The headline pretty much is the gist of any conversation I’ve had abroad when people asked me something about Germany.

As per Chutzpah’s request, I’ll do a list of things that are stereotypically German, but unlike “You know you are German…”-lists, I’ll try to add a few aspects that are typical but not necessarily stereotypical of Germany and Germans.

As I started typing this, I realized this would turn into an extremely long post, so I’ll convert it into a mini-series instead, covering one topic at a time until the majority of commenters begs me to stop. I think you’ll quickly notice that about 90% of typical and stereotypical German habits are the same as typical and stereotypical Ashkenazic habits.

For a start: The Good China
I’m not talking about the most positive aspect of China here (namely refugee immigrants that have opened Chinese restaurants with all-you-can-eat buffets for around 7Euros; a lunch recommendation for travellers that don’t keep kosher), but about an aspect of everyday German life that particularly gets installed in girls so much that it’s not exactly surprising to see a guest flipping over a plate or cup to see what brand the china is. Now, I understand that in a society where most usually drink their coffee from paper cups, where coffee mugs are purchased at entertainment parks or greeting card stores as souvenirs or little trinkets, and where many eat most of their food off disposable plates or out of disposable containers, an obsession with china brands must seem somewhat absurd. But I promise, it’s all in good health. Really. We’re all good. No OCD. All good. All happy. All healthy.

Indeed, Germans don’t so much differentiate between milchige and fleishige chinaware, but between “everyday” china and “the good china”. Reasons to use “the good china” mostly are family-get-togethers or hosting guests; increasingly fewer families make it a point to use “the good china” on weekends or holidays though. Why? That’s because, no matter how dishwasher-proof “the good china” might be, the lady of the house will insist on the plates’ decor facing inevitable destruction inside a dishwasher. Once “the good china” gets replaced by “a better china”, thus gets downgraded to “everyday china”, no dishwasher in this world could do the decor any harm.

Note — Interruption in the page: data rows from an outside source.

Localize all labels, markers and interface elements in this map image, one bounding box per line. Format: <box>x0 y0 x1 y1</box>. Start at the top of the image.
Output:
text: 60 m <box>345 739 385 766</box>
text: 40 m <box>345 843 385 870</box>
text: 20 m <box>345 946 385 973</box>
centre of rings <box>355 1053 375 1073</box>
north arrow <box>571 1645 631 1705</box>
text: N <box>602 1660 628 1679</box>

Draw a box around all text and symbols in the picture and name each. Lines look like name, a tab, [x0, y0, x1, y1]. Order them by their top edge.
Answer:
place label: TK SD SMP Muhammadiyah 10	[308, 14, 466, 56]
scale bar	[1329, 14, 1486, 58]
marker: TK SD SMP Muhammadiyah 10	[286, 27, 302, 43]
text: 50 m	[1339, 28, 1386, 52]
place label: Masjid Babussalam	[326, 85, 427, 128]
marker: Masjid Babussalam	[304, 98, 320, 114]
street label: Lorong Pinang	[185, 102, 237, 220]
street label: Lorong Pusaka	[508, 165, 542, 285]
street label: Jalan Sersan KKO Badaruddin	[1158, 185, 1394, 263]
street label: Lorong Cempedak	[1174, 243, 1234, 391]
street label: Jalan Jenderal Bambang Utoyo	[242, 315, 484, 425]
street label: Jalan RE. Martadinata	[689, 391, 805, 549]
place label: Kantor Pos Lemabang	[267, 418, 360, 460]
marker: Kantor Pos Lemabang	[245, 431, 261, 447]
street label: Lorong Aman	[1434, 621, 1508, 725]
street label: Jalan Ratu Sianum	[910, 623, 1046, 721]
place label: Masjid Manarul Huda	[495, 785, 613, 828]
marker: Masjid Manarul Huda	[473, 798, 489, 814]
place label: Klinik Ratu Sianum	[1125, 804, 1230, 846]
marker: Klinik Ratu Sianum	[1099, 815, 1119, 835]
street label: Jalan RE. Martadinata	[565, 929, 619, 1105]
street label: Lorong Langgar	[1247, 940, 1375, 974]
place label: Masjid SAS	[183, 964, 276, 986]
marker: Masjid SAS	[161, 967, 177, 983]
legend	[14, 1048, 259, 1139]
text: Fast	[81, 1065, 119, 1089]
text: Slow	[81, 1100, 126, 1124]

Beware though, “the good china” is not simply just a spare set of china used on special occasions. Sorry, but what were you thinking? You won’t find your set of “the good china” at supermarkets or, ack, a Swedish furniture chain (though I’ve heard that chain’s opened classy concept stores over here)! “The good china” is a status symbol. Hence only the crème de la crème of chinaware is eligible to consider itself good china, namely Rosenthal, Villeroy&Boch, Hutschenreuther, Goebel, Winterling, Arzberg, Lomonosov (tea sets only), Wedgewood, Meißen, Seltmann-Weiden…

Similar rules apply to kitchenware, flatware and towels.

A girl will be equipped with her set of good china by the time she gets into kindergarten lest she ends up in shame and without something proper to set her dining-room table with (using the good china on the kitchen table would be a profanity of sorts)! The flipside of that is that in many cases, the decor will have gone out of fashion by the time the little girl has grown into an adult, but one can be lucky like in my case: my china as well as me stem from 1979. Just as flares are making a definite comeback (and that’s flares, not bootcut – already got a pair of tomato red ones), so do decors, and my china now could be considered rather fashionable. Just that I don’t ever really use it.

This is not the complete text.